‘The L Word’: Novelty in Normalcy

If anyone gets “Showtime,” perhaps you can monitor this show to see how Jennifer Beals’s “white mulatto” character is treated. I don’t like the idea of Ossie Davis playing her father, since he is a “one drop” advocate. I’m also suspicious of the fact that no “white” relatives are mentioned.

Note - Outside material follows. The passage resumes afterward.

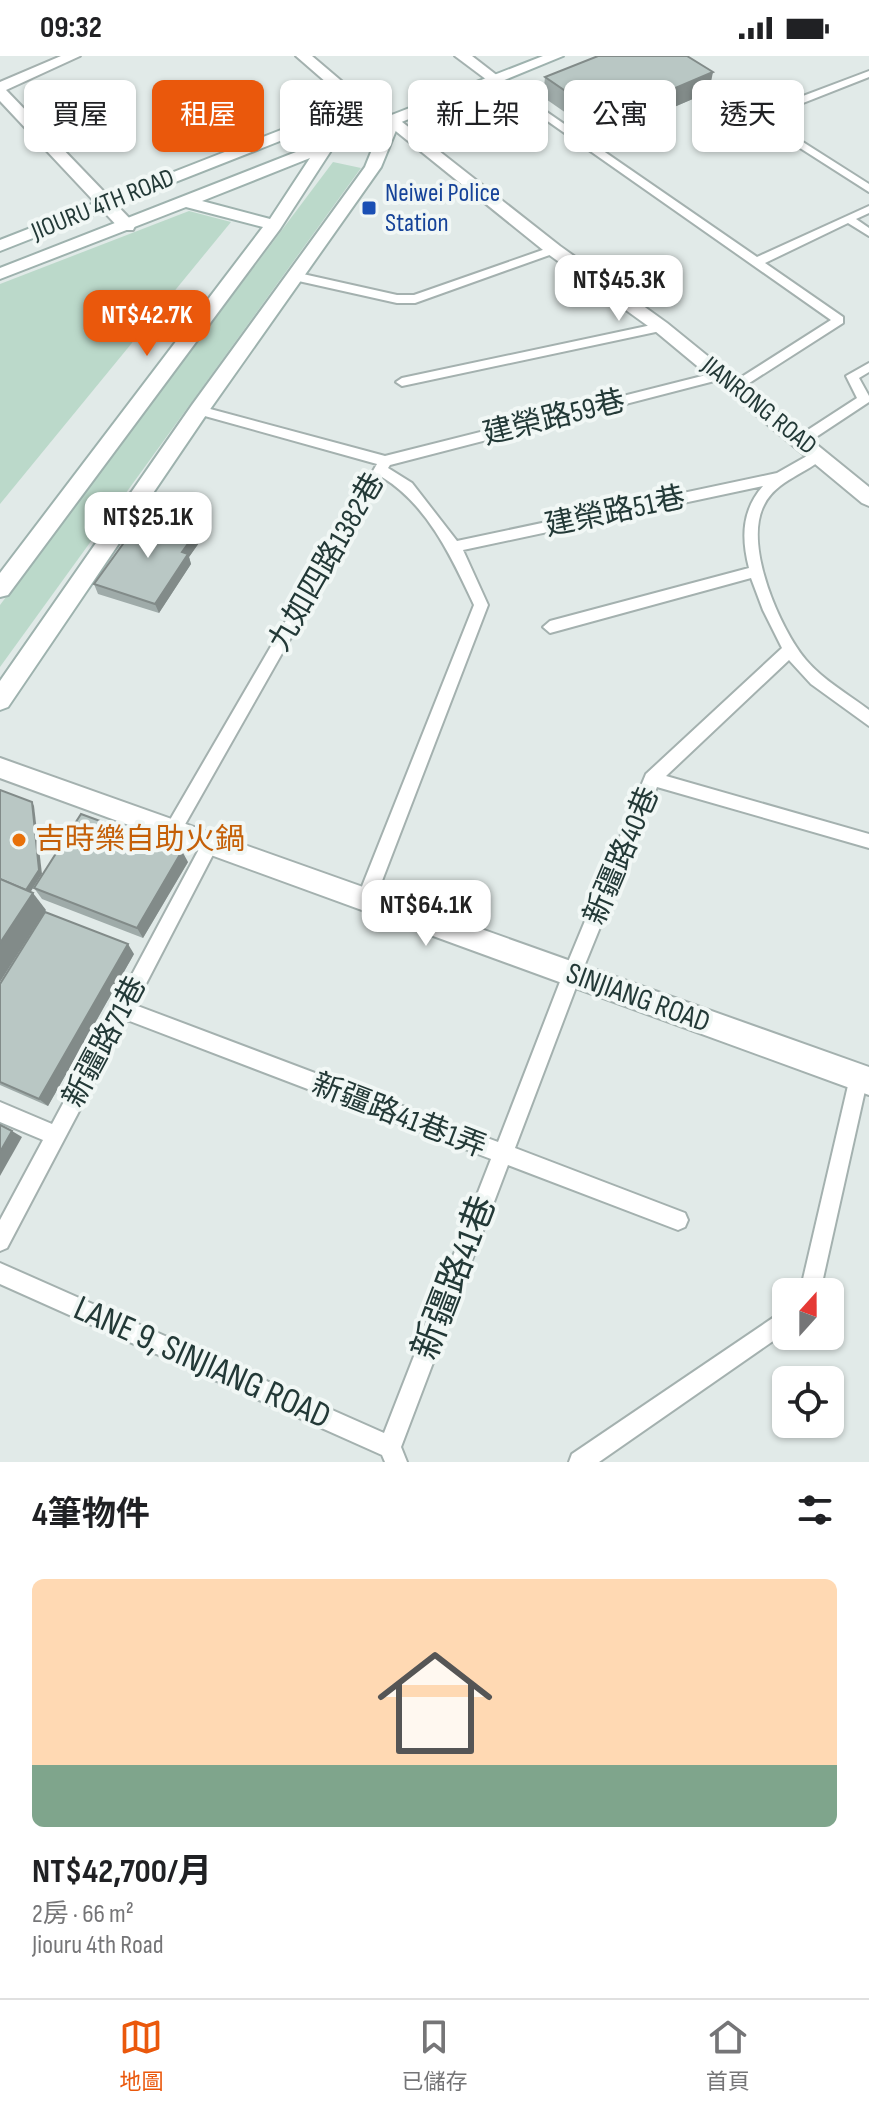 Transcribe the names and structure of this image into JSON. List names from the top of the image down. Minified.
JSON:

‘The L Word’: Novelty in Normalcy
The Chronicle of Higher Education

There is a similar sense of novelistic spaciousness as a strong racial dynamic begins to unfold around the thirtysomething couple, Bette and Tina. Bette Porter, the ambitious director of a mediocre small museum, is played by Jennifer Beals, whose best-known movie work has been in racially unmarked (read: white) parts. Bette, however, like Beals, is of partly African-American descent, and the show’s early episodes begin to ramify the implications of that in her relationships with Tina, with their prospective child and the choice of its sperm donor, with her partly alienated half-sister Kit (Pam Grier), and with her inflexible father (Ossie Davis), whose approval she continues to need. It is too early to tell how revealingly these issues may reach beyond Bette’s family and into her community. What is clear already, though, is the difference made by the show’s generous contextualization of its characters’ intertwined lives, where no single character, relationship, or issue need be the lesbian one.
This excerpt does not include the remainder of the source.